■ Supplied records ■
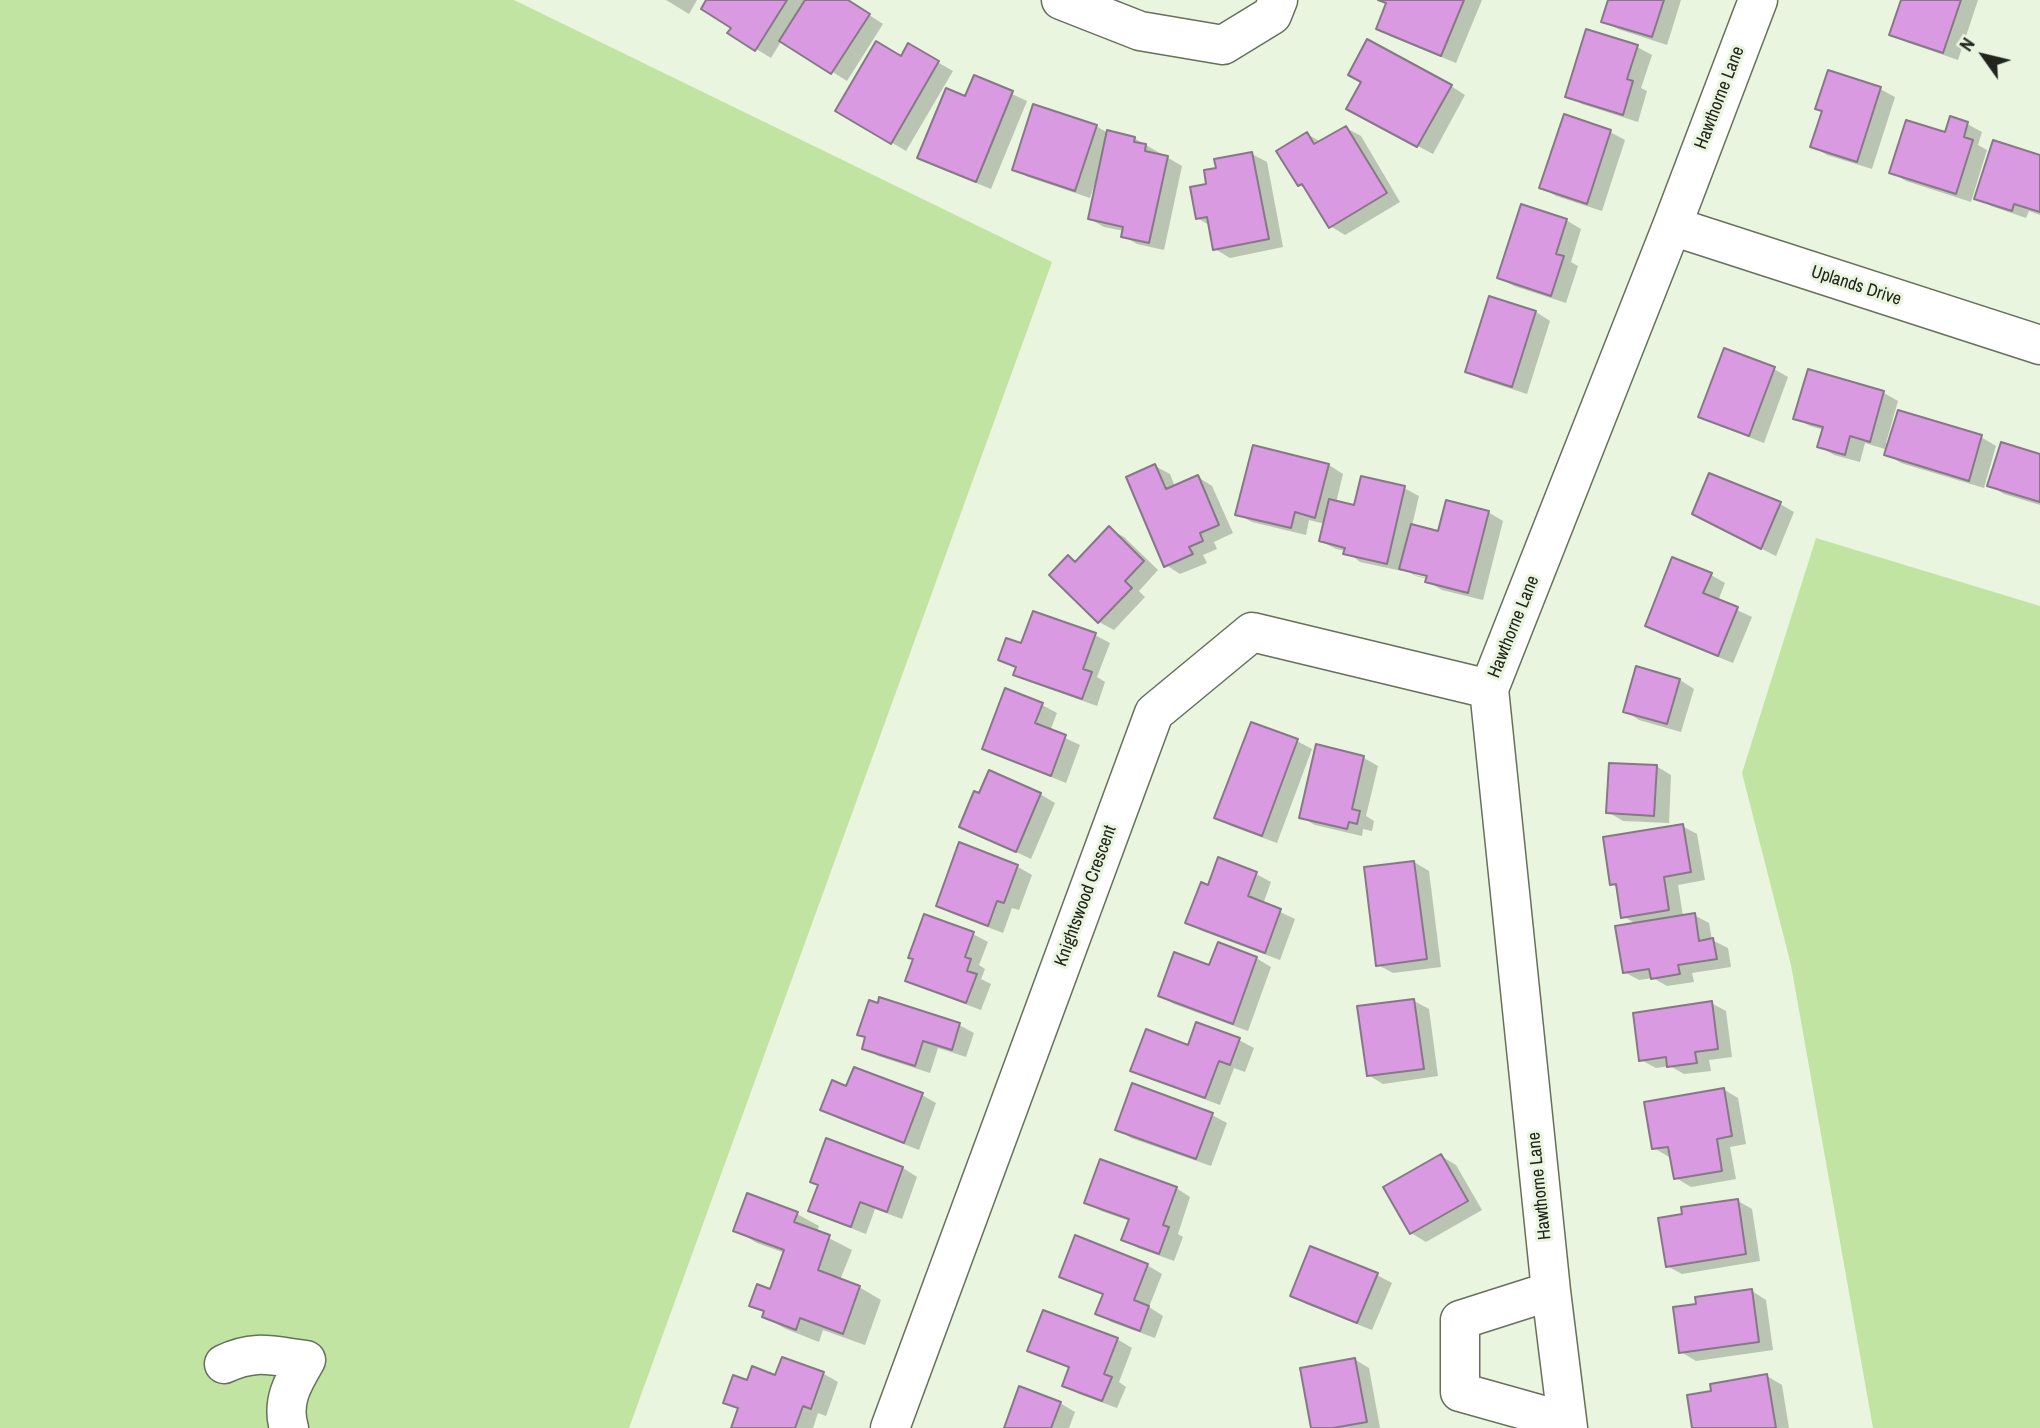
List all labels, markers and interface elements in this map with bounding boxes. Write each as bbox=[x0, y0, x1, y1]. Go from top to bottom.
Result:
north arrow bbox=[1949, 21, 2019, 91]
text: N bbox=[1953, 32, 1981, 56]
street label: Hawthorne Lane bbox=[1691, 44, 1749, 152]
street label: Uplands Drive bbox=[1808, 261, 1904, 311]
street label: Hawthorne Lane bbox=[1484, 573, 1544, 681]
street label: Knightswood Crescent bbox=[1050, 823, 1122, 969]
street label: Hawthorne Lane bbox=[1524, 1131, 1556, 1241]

...

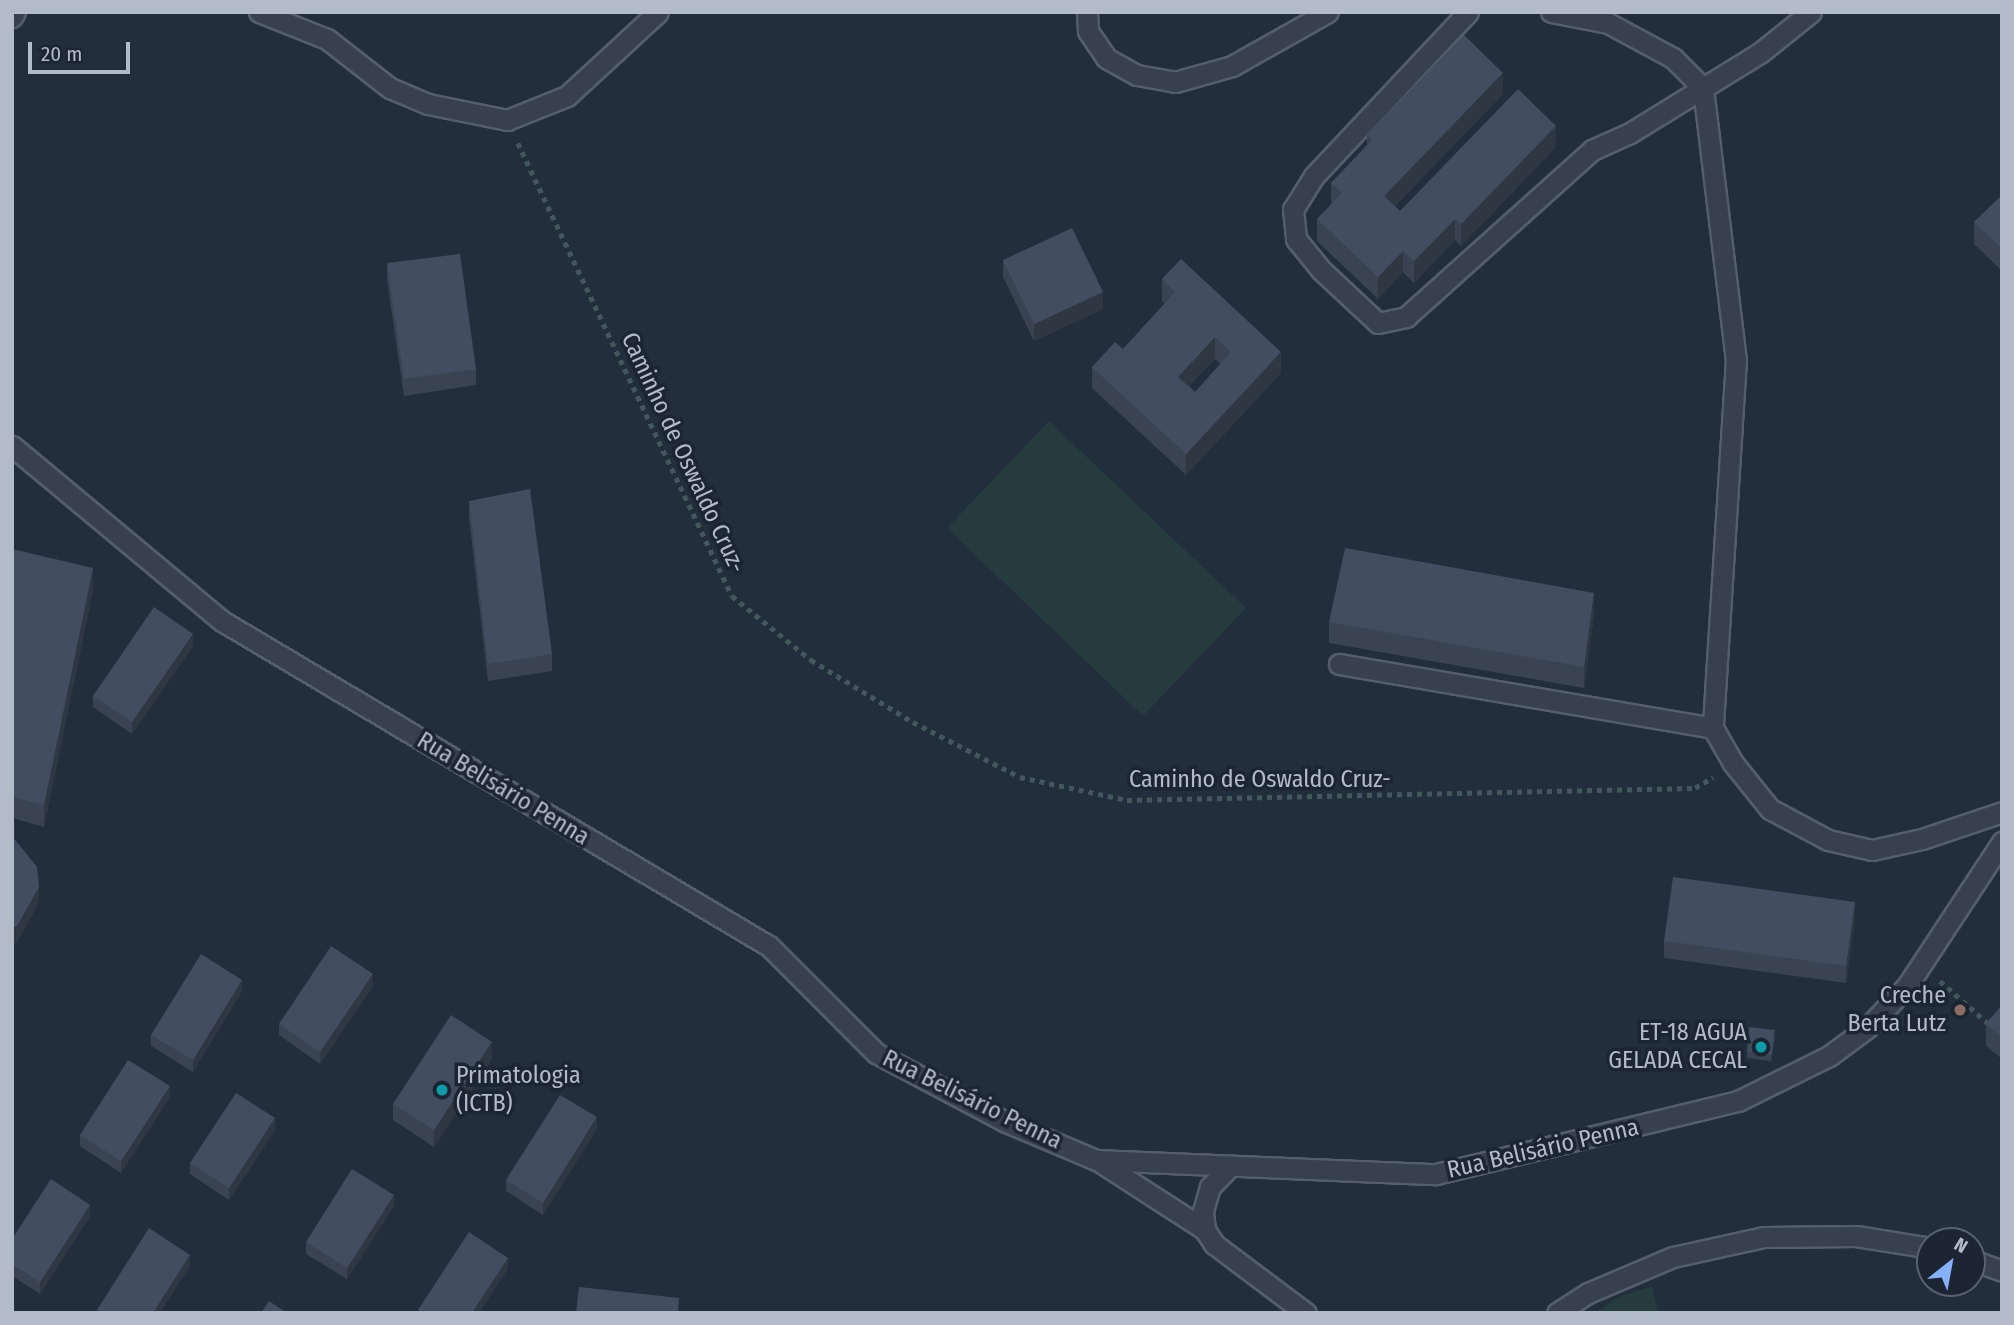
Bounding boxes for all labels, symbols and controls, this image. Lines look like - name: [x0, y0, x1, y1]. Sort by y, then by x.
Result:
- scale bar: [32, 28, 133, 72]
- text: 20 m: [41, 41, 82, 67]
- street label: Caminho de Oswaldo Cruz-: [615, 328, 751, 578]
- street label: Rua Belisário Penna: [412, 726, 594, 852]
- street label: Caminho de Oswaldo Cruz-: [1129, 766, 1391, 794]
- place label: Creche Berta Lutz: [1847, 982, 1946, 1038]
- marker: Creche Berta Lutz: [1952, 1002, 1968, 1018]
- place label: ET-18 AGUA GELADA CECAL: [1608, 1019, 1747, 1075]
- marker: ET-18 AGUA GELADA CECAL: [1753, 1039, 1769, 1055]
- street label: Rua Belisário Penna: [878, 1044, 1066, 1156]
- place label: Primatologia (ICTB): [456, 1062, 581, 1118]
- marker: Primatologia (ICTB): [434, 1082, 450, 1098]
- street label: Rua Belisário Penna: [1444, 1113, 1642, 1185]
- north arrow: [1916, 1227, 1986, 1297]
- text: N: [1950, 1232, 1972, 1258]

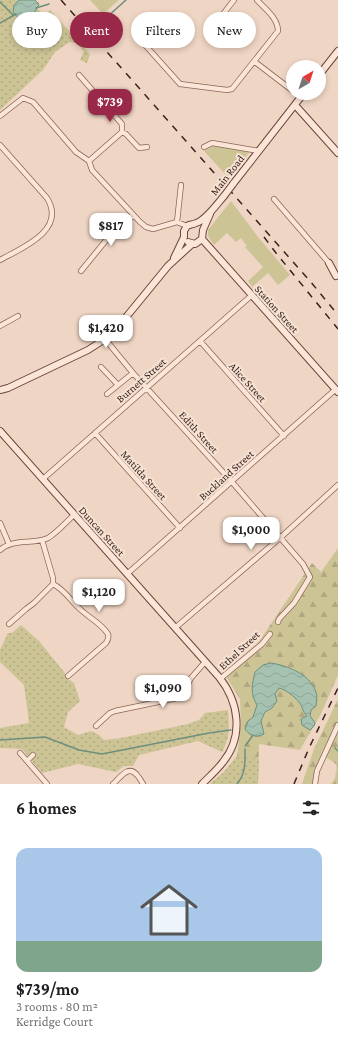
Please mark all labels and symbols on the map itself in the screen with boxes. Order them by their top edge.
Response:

■ Work request ■
To answer, copy each line from the material above that has the word "with".

■ Solution for this task ■
List all labels, markers and interface elements in this map with bounding boxes. Write each as bbox=[x0, y0, x1, y1]. Go from top to bottom.
Please mark all labels and symbols on the map itself in the screen with boxes. Order them by their top edge.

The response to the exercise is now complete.